Lo dicho podría bastar para demostrar de qué modo la posición analítica es afín a la posición femenina, puesto que el analista es aquel que sostiene en acto el no todo en la búsqueda de un sentido a toda experiencia humana. No enloquece del todo-de-la-significación-fálica; al contrario, apunta a refutar, inconsistir, indemostrar los dichos que gobiernan rígidamente al sujeto, lo que implica no rendirse ante los semblantes aunque haga falta servirse de ellos para que algo se produzca. En fin, una mayor soltura respecto de lo que hace ley favorece la intervención oportuna del analista, a sabiendas de que, a fin de cuentas, no hay lengua que pueda transcribir la integralidad de una experiencia. Porque la lengua común no alcanza. El goce de lalangue puede ser capturado, puede transmitirse pero no se traduce, no toda.

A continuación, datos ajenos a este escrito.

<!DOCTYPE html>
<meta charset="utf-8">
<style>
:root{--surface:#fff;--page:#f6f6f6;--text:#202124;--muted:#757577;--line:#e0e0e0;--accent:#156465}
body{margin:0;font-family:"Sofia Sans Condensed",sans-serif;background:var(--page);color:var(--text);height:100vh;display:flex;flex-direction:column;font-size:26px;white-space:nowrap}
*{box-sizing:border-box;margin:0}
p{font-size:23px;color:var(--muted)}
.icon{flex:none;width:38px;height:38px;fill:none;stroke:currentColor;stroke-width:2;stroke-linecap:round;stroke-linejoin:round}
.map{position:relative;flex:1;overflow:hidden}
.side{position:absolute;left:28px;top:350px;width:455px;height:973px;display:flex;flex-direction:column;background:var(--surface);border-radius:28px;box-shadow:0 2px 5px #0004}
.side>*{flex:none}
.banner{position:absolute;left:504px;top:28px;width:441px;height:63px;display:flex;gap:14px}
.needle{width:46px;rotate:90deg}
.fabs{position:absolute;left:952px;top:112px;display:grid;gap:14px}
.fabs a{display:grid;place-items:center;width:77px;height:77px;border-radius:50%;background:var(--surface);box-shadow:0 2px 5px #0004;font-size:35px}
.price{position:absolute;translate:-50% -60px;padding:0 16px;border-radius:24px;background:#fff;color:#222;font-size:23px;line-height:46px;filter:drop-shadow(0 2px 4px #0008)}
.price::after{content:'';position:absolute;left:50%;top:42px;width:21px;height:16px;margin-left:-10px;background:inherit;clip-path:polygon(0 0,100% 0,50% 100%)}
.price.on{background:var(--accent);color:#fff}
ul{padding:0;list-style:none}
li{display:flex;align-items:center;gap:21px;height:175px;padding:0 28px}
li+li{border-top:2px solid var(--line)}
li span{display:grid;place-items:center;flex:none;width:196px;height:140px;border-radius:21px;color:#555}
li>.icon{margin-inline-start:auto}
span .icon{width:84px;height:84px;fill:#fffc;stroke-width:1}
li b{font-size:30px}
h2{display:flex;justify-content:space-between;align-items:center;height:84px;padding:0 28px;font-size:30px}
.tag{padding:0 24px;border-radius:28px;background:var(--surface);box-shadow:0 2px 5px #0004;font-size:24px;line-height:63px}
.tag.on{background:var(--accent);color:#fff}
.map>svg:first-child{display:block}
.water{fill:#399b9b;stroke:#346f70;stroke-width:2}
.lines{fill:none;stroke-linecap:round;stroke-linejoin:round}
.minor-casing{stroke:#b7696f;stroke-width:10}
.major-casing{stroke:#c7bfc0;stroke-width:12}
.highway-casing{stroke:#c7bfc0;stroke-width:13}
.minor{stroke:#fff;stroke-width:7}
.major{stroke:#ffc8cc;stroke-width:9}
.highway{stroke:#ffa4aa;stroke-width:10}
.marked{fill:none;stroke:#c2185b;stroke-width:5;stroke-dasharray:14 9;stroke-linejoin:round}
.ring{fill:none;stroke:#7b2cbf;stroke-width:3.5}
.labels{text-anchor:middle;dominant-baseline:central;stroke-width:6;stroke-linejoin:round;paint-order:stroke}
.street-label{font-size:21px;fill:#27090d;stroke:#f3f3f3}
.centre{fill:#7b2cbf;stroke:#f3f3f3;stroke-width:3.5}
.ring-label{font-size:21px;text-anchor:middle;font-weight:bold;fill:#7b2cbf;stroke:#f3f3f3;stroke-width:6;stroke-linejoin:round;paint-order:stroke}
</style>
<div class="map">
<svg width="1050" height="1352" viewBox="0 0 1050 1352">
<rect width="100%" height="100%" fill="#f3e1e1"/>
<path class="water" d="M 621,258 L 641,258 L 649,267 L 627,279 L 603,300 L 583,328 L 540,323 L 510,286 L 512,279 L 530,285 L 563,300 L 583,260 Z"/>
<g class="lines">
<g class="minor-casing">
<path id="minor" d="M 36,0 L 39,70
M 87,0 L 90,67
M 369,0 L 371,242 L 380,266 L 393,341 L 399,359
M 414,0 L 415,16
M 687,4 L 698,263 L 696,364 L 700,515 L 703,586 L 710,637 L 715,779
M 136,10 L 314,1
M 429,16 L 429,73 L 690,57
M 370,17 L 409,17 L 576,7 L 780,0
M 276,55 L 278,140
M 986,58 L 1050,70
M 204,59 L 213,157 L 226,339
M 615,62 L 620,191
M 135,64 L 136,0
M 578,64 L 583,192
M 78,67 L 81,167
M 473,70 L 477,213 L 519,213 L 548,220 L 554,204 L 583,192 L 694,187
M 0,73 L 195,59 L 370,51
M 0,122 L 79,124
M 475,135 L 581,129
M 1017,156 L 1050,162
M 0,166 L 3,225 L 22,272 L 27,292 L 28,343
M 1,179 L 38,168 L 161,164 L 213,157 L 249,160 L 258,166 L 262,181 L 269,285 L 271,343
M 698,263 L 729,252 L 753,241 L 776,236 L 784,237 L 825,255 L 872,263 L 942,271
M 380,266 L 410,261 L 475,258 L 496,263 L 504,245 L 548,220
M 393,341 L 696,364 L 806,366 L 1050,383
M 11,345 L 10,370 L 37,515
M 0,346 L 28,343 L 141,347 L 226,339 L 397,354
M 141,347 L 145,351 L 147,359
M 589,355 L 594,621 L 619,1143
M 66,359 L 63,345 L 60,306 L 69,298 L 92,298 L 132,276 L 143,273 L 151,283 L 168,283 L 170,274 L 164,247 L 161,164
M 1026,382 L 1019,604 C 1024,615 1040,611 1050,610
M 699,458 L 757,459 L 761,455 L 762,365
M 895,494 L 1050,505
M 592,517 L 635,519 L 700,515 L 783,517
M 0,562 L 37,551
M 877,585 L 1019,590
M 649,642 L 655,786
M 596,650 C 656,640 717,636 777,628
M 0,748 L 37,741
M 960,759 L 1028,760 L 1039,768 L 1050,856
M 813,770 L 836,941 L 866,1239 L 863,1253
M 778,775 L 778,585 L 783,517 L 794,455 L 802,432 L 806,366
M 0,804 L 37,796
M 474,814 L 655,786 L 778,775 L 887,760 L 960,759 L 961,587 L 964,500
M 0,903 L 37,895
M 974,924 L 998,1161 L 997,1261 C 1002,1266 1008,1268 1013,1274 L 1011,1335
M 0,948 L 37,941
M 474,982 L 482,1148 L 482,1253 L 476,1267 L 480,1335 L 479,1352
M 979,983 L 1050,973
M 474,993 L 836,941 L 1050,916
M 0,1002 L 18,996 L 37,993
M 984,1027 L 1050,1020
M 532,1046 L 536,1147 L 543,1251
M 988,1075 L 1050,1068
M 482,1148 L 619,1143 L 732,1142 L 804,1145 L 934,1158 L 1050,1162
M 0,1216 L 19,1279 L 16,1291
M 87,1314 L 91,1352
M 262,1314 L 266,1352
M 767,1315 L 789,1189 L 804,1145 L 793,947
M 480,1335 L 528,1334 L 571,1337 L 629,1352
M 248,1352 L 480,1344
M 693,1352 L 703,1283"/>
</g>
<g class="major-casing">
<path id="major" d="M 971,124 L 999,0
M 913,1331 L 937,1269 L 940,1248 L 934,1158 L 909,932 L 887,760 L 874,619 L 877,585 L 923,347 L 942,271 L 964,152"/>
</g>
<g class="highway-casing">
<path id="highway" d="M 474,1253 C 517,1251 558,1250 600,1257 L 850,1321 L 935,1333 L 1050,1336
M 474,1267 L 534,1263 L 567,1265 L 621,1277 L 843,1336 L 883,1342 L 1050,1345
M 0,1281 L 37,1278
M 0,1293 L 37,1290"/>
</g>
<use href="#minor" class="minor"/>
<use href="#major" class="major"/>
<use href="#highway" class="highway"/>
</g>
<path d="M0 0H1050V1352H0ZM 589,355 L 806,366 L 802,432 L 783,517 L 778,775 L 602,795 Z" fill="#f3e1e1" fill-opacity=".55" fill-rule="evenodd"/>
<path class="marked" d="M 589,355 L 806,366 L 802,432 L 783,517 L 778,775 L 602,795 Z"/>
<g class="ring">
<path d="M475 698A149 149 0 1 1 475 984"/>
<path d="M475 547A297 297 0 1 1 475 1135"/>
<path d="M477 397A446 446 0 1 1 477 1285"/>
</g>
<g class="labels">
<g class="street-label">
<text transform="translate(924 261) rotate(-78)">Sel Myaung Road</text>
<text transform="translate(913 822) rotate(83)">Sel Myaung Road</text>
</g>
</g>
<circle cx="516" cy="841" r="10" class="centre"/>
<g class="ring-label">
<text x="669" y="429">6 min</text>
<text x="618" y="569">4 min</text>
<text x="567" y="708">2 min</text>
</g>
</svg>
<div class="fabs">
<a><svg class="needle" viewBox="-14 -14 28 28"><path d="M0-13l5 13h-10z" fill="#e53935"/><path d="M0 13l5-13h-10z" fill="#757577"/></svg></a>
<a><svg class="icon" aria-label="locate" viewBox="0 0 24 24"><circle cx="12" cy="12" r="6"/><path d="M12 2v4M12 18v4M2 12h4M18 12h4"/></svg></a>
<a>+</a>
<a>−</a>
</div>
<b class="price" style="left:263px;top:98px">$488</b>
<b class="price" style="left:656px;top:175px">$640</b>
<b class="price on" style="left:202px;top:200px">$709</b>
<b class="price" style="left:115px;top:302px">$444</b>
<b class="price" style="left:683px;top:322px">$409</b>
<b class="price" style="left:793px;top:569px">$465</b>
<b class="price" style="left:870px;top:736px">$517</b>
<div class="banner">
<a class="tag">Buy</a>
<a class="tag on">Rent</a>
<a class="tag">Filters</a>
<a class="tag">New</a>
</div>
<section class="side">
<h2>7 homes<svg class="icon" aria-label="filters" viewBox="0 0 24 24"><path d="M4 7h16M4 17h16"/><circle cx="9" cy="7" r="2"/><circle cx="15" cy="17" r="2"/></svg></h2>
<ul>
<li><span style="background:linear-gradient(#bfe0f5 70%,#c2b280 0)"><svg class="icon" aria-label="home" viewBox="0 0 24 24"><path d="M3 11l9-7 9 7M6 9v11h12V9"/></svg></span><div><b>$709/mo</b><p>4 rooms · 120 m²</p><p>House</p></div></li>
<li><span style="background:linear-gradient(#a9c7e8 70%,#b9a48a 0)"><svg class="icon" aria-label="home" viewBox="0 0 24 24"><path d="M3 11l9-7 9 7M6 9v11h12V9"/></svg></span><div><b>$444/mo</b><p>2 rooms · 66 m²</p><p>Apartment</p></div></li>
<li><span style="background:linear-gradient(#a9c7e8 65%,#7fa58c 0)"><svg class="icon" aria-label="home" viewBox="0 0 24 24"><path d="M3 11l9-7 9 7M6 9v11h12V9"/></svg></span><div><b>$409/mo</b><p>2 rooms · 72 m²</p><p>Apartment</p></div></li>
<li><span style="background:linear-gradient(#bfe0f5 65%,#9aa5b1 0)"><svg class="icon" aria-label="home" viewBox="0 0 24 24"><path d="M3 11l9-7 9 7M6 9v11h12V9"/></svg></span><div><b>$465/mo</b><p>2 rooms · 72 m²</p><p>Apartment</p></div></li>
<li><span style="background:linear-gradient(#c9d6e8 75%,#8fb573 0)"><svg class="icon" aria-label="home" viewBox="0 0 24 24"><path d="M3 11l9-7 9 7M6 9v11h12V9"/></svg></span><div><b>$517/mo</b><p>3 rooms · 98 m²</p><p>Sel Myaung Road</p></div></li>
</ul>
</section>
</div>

Agregaría que la afinidad entre posición analítica y posición femenina adquiere un relieve especial tratándose de la práctica contemporánea. No es infrecuente, por ejemplo, recibir a sujetos librados a un discurso notablemente prosaico, puede que incluso no muestren mayor interés en saber y que tampoco quieran hablar de sí, o no gran cosa, lo que hace cada vez más patente que aquello que los hace volver es la búsqueda de una satisfacción antes que un saber, al punto que cualquier desplazamiento tiende a trabarse apenas iniciado. Se trata de la insistencia de un goce que no cesa de presentarse sin representarse. Es evidente por qué Lacan prefirió, finalmente, la denominación de parlêtre a la de sujeto, que designa mejor de qué modo el hablanteser es efecto del modo en que el significante introduce goce en el cuerpo, goce que en última instancia (o en primera, según como la cosa se presente), resiste a cualquier dialectización.

Ciertamente, el deseo del analista es el deseo de que un análisis tenga lugar, pero si en algún punto Lacan lo comparó alguna vez con el Santo, es porque no pide ni tampoco espera nada en especial, lo que de entrada alivia el peso del superyó.

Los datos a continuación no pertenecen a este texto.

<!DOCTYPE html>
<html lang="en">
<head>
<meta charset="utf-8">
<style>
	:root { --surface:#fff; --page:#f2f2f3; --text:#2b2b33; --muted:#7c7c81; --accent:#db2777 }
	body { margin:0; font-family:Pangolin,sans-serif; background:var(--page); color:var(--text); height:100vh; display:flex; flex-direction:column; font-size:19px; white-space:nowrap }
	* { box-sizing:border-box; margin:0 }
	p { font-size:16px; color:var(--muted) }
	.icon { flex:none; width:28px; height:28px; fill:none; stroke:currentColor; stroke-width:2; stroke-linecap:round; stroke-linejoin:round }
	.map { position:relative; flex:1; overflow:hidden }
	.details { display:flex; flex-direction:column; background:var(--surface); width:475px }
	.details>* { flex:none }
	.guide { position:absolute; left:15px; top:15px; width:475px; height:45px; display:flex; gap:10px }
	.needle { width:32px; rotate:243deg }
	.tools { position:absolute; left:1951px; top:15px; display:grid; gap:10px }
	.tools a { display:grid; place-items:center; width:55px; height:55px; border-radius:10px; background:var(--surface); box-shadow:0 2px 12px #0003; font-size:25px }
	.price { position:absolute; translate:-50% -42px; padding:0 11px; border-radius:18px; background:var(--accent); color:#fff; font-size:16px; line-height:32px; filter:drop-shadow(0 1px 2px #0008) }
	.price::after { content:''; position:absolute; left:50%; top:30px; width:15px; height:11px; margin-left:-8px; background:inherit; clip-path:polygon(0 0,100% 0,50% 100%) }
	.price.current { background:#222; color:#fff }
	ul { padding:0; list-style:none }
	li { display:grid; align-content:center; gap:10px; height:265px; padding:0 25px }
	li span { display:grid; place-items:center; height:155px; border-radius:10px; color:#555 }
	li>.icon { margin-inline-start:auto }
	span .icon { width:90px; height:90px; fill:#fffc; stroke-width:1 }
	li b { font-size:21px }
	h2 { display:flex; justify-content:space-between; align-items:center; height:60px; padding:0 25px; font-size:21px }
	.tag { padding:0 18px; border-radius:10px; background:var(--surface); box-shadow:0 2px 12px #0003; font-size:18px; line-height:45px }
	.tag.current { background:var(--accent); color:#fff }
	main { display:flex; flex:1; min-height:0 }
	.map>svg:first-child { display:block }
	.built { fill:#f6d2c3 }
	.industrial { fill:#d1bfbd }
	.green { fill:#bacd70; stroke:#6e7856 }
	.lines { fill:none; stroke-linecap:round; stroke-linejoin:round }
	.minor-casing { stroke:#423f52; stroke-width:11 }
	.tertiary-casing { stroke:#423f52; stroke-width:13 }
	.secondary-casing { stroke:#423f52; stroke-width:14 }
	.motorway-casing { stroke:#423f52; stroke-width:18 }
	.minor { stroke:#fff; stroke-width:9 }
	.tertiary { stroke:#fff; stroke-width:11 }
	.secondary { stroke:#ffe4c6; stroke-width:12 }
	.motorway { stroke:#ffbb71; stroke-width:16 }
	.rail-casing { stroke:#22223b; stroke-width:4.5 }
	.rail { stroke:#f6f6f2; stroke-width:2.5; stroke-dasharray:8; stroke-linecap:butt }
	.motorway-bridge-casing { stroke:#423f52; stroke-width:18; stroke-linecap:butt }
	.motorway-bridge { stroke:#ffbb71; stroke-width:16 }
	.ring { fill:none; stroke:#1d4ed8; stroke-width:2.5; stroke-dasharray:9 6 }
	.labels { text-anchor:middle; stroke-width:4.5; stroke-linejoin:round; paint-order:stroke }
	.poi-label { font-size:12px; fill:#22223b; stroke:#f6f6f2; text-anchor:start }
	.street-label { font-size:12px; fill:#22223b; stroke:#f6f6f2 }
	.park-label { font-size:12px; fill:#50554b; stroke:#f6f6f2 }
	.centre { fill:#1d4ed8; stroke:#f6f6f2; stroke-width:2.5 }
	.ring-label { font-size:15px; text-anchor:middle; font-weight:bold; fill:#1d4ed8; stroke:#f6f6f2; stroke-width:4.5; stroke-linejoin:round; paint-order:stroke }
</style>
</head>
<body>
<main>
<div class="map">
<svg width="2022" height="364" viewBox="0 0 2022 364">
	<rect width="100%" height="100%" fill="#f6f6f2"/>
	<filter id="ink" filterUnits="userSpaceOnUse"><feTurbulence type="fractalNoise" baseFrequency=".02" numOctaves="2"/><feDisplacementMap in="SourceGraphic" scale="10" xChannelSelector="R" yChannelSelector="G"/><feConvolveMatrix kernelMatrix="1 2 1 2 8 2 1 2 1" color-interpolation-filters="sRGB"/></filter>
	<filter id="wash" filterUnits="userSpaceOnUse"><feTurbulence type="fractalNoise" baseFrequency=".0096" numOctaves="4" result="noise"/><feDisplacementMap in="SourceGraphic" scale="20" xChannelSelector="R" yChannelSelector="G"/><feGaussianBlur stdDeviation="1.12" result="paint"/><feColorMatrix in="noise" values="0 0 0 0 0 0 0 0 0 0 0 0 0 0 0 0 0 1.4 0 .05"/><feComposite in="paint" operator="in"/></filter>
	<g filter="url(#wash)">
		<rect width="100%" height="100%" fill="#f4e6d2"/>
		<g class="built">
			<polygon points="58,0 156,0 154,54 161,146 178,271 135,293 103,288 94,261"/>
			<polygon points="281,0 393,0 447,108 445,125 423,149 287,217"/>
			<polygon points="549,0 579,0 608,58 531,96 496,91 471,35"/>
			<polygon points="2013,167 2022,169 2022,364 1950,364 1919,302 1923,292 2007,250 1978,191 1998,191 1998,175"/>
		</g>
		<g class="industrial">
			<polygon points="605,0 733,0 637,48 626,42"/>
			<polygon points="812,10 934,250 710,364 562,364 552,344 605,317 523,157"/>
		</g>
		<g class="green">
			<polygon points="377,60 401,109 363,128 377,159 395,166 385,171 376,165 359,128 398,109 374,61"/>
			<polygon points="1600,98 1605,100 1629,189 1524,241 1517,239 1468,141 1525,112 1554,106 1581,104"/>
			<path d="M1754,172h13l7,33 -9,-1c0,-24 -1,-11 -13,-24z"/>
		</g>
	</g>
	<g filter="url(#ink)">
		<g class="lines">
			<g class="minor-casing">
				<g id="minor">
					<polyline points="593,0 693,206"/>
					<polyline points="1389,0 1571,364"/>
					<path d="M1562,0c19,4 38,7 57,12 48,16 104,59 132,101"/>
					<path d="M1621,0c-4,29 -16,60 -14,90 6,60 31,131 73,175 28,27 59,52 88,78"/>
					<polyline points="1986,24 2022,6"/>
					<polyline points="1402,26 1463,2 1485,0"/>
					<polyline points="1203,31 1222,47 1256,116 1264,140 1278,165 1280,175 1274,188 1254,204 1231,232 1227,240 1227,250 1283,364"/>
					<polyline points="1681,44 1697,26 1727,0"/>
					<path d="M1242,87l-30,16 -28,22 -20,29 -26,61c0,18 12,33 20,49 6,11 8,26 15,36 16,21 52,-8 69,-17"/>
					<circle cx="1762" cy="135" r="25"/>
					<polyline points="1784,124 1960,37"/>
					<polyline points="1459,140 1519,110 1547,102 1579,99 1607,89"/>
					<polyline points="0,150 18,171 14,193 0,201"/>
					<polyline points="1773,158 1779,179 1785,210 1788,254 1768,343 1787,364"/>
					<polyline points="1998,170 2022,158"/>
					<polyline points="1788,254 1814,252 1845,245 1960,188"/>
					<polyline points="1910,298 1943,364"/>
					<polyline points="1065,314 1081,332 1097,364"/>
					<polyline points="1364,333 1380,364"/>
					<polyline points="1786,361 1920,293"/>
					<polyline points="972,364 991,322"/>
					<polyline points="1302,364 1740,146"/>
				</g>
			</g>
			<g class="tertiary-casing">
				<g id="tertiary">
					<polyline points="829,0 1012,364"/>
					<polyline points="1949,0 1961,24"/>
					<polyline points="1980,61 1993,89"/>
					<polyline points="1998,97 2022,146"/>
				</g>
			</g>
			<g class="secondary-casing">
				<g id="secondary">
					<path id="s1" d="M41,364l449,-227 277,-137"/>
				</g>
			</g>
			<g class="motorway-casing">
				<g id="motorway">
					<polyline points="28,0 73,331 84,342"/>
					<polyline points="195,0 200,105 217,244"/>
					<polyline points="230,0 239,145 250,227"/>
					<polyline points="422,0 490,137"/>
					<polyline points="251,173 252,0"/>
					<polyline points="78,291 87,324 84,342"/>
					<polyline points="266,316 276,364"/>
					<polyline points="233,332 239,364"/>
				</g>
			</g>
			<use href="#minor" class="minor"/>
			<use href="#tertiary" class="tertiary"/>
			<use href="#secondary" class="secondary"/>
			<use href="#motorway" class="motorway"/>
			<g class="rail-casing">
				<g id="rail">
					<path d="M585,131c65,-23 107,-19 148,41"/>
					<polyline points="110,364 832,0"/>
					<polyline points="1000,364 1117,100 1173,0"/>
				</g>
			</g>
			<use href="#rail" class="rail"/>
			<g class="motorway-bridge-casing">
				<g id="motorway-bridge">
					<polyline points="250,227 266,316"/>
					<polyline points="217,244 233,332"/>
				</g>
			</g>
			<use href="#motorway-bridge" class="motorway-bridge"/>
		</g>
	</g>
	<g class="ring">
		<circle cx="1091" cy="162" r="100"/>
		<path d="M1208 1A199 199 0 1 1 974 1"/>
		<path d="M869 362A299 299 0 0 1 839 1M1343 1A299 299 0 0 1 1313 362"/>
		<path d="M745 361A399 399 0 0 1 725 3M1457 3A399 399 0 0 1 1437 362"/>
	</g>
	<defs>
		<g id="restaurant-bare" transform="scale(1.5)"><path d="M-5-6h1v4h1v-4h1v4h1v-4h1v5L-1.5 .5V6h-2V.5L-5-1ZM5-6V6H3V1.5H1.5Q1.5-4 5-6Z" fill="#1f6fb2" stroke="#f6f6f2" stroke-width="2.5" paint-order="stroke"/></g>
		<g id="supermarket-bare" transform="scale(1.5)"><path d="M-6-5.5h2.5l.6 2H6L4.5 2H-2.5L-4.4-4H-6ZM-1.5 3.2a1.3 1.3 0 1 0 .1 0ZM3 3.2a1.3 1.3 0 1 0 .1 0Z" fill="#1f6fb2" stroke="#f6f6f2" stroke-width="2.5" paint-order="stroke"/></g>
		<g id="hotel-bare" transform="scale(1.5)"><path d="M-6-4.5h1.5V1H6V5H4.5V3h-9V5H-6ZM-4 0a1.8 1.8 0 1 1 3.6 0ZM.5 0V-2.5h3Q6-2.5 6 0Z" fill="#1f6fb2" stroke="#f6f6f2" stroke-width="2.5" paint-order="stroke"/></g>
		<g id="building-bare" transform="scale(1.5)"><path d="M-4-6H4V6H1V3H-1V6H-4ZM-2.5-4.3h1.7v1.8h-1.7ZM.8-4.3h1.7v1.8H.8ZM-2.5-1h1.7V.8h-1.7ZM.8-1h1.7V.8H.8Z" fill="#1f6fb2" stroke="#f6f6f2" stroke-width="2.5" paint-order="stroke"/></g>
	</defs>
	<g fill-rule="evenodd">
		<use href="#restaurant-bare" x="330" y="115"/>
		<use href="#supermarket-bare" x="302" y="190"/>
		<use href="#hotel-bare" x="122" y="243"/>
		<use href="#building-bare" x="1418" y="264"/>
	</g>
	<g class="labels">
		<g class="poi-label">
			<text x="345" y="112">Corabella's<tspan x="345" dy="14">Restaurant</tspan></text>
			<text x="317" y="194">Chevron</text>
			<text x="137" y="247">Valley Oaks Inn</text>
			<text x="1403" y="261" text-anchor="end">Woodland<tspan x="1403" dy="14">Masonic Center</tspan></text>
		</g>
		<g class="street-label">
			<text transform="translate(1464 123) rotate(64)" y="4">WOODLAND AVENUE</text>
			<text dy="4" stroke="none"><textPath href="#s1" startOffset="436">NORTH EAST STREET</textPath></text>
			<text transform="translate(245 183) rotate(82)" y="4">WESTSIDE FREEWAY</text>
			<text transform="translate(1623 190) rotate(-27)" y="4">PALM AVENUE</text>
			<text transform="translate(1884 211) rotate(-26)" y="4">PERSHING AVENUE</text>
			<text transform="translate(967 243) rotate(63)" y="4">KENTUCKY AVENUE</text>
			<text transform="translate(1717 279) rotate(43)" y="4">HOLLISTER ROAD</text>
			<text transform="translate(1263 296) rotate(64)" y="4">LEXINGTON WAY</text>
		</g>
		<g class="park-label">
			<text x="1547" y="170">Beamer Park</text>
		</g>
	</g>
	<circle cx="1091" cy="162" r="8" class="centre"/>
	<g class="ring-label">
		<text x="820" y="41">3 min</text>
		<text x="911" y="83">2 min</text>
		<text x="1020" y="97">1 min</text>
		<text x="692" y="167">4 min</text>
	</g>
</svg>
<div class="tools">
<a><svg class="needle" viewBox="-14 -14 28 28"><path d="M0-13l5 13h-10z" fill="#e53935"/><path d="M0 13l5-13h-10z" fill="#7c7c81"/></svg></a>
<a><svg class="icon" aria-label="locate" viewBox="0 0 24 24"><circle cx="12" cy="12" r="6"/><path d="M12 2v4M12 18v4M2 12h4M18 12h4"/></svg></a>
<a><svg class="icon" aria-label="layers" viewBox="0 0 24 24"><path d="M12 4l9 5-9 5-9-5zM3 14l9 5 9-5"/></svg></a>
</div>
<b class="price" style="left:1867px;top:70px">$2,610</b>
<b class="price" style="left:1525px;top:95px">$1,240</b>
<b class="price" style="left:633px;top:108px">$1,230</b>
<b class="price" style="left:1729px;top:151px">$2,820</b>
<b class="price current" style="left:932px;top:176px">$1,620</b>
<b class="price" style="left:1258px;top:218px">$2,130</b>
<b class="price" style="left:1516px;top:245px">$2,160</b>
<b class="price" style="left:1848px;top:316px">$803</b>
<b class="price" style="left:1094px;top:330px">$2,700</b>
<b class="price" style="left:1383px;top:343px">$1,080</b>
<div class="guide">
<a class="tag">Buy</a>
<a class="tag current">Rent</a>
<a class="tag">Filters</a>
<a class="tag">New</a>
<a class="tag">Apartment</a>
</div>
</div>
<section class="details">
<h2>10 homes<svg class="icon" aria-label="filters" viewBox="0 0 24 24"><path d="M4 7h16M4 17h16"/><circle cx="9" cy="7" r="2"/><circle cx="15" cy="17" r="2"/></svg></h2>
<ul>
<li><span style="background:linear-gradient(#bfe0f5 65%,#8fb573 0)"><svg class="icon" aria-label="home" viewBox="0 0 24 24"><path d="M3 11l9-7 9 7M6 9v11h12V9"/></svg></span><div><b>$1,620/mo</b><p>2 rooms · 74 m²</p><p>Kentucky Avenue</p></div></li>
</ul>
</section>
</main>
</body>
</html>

"Déjense poseer. Abandonen toda idea de dominio, prefieran la coincidencia"[3]. Así nos alienta Miller a propósito de la lectura del Seminario XXIII. A mi entender, esta exhortación suya, como el propio estilo del seminario de Lacan, remite en acto a la experiencia analítica misma, de cara al sinthome. "La apuesta que hay que hacer y la disciplina de posesión que hay que imponerse responde a lo que los lógicos o los filósofos de la lógica denominaron principio de caridad… El principio de caridad significa que no entremos en contacto con el otro más que a condición de [suponer] que quiere decir algo sensato".[4] Se trata de otorgar valor a los dichos del otro, de darle crédito a lo insensato mismo, de dejarse poseer por el yerro ineludible, en eso consiste el don mismo de la palabra inherente a la experiencia de un análisis. "El yerro es el precio que el pensamiento debe pagar para salir del misterio", que nace de la supuesta identidad entre lo real, el cuerpo y el inconsciente. R, I, y S son piezas sueltas que juegan cada una su partida: el misterio, devenido ahora problema, es cómo eso ha conseguido, o no, anudarse.[5]

Continúa Miller advirtiéndonos que conviene no perder de vista que el psicoanálisis, antes que una ciencia, -que supone que lo real sabe qué debe hacer-, es una práctica. Situarse al ras de la práctica quiere decir admitir el hecho de que estamos siempre frente a lo incalculable. Pero eso no implica que cualquier cosa pueda decirse: si lo real en juego es exterior al saber, la interpretación no opera por el saber que conlleva sino que proviene del "coraje de inventar lo real que el acto de interpretar implica"[6]. La posición analítica entonces, se sirve de un artificio para abordar el troumatismo y operar en él. La perspectiva borromea, entonces, concluye, franquea ella mima la barrera del saber, hacia la invención de lo real, en singular, cada vez.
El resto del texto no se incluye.